Like any other new tech, that number is bound to inflate with time.

True, it's more time than meets the eye. I would still wonder wha title a person like Yehuda Katz or Sam Stephenson should receive, since they would be so much better than other "senior" developers. Maybe the equivalent of "Google Fellow" at the company?
I'm sure that everyone will have their own list, but here's mine:

* The ability to analyze, debug, and fix problems that don't have an answer immediately discoverable via Google. This usually means the ability to dig into library source code, use debugging tools effectively, and be able to wrap your head around the "magic" rather than just treating it like an unbreachable black box.

* Comprehensive understanding the various Rails pieces and how they fit together (activesupport, activemodel, actionpack, and the sub-pieces within; the router and asset pipeline, and the Rack middleware nature of a Rails application)

* Comprehensive understanding of the hows and whys of testing, deep familiarity with at least one of the common testing frameworks (testunit, minitest, rspec), and an understanding of how to develop features and bugfixes via test-first methodology.

* Comprehensive understanding of deploying a Rails app, and the care and feeding of a production application. Multi-server scaling, zero-downtime deploys, and redundancy/failover plans are a big bonus.

* Rock-solid understanding of Ruby, particularly as it pertains to metaprogramming.

* The ability to evaluate third-party gems, both from a functionality and code perspective, and determine their appropriateness as a solution to a given problem.

* Good command of at least one major source control system. If you're using git, you should know how to use topic branches, rebase branches, perform merges, recover lost work, that sort of thing.

Basically, I'd call someone a "senior" dev if they tend to answer more questions than they have to ask. That's not to say that senior devs don't ask questions, but that they have the knowledge to answer most questions, and the experience necessary to find out the answers for themselves when they aren't immediately available.

> Basically, I'd call someone a "senior" dev if they tend to answer more questions than they have to ask.

IME "asking questions" has a bimodal distribution along the axis of how good a programmer is: juniors ask the most questions, and seniors ask a ton as well. Sr.s don't ask language/framework questions (very often), but they dig in to requirements, project scopes -- they ask "why?" a lot.

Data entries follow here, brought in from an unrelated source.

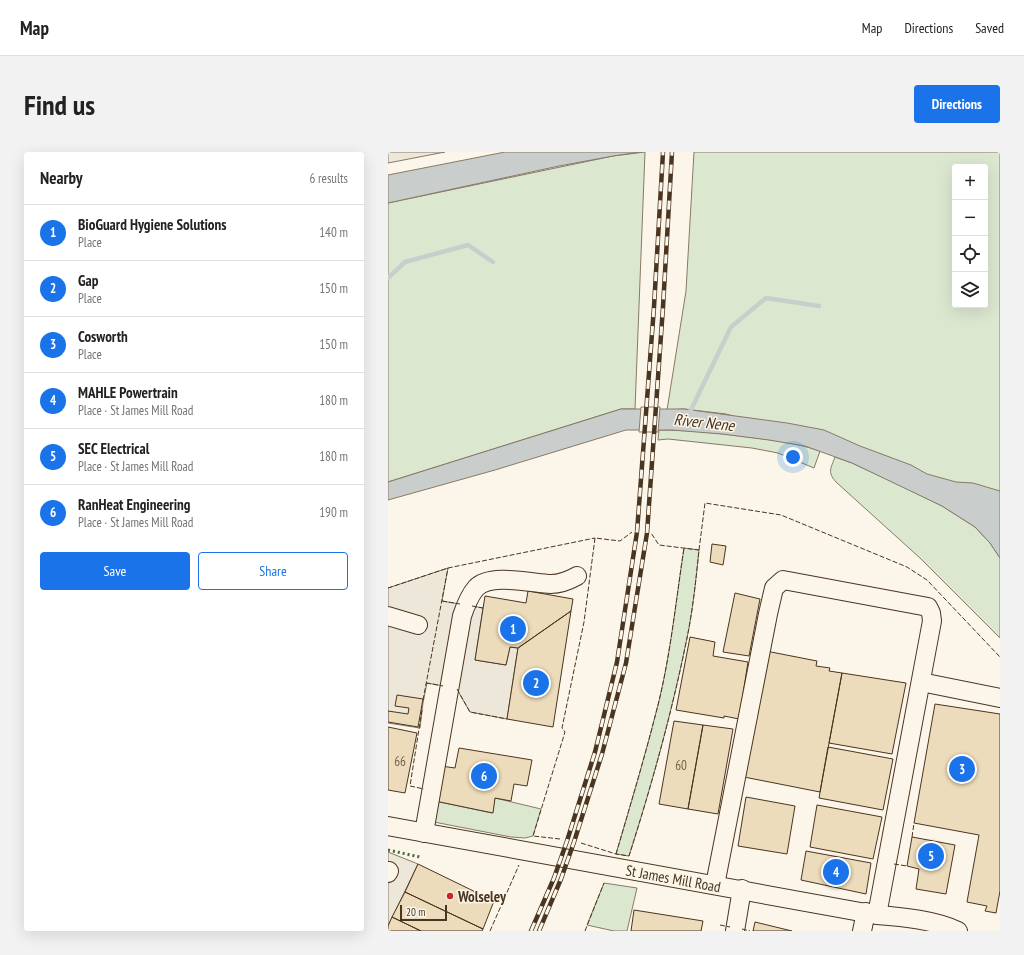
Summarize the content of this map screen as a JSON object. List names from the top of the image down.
{
  "streets": {
    "street": ["St James Mill Road"]
  },
  "water": ["River Nene"],
  "places": ["Wolseley"],
  "house_numbers": ["66", "60"],
  "scale_bar": "20 m",
  "page": {
    "header": "Map",
    "nav": ["Map", "Directions", "Saved"],
    "buttons": [
      "Directions",
      ["Save", "Share"]
    ],
    "title": "Find us",
    "heading": ["Nearby", "6 results"],
    "map_buttons": ["+", "−"],
    "list": [
      {
        "mark": "1",
        "name": "BioGuard Hygiene Solutions",
        "note": "Place",
        "value": "140 m"
      },
      {
        "mark": "2",
        "name": "Gap",
        "note": "Place",
        "value": "150 m"
      },
      {
        "mark": "3",
        "name": "Cosworth",
        "note": "Place",
        "value": "150 m"
      },
      {
        "mark": "4",
        "name": "MAHLE Powertrain",
        "note": "Place · St James Mill Road",
        "value": "180 m"
      },
      {
        "mark": "5",
        "name": "SEC Electrical",
        "note": "Place · St James Mill Road",
        "value": "180 m"
      },
      {
        "mark": "6",
        "name": "RanHeat Engineering",
        "note": "Place · St James Mill Road",
        "value": "190 m"
      }
    ],
    "pins": [
      "1",
      "2",
      "3",
      "6",
      "5",
      "4"
    ],
    "scale": "20 m"
  }
}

Great distinction. You expressed what I was trying to say much more eloquently.
@cheald: The best answer so far, but sorry if I still find it a little incomplete as this one: http://stackoverflow.com/questions/2569501/what-ruby-and-rai.... See, every developer should be able to read someone else's code, have a big picture of the stack he's using and sustainable knowledge of every bit of it, be familiar with philosophical issues, and ways of doing, and community practices (such as testing or BDD), handle the deployment and scalability of their own production system, and use a version control system. I don't think handling all that plus serious communication and somewhat mentoring skills would get you a senior dev. That's why I'm asking for more. Thanks.
Given how young Rails is: A senior dev in another language plus as many years of rails experience as is possible (6?).
IMHO that definition is flawed. For lots of people senior != time on something. That's what usually recruiters have to back on because they don't have any other measures. I'm asking from a programmer standpoint. I remember dhh's joke on some position in NY (NYT or Library, can't recall) position requiring 8 years of Rails experience ;)
I'm not sure what's so flawed. I've been developing for over a decade. And the more senior you get.. the more languages are simply syntax.

When I hire a senior developer, I'm hiring their senior thinking and senior analysis abilities, not their ability of having worked with one particular syntax or framework.

Senior ultimately means built, scaled, and managed a code base that you have a relationship with for more than 1-3 years.

I would guess than many Rails developers have not had a deep relationship with a large Rails codebase for many years, but may have with other languages, so it's where I was coming from.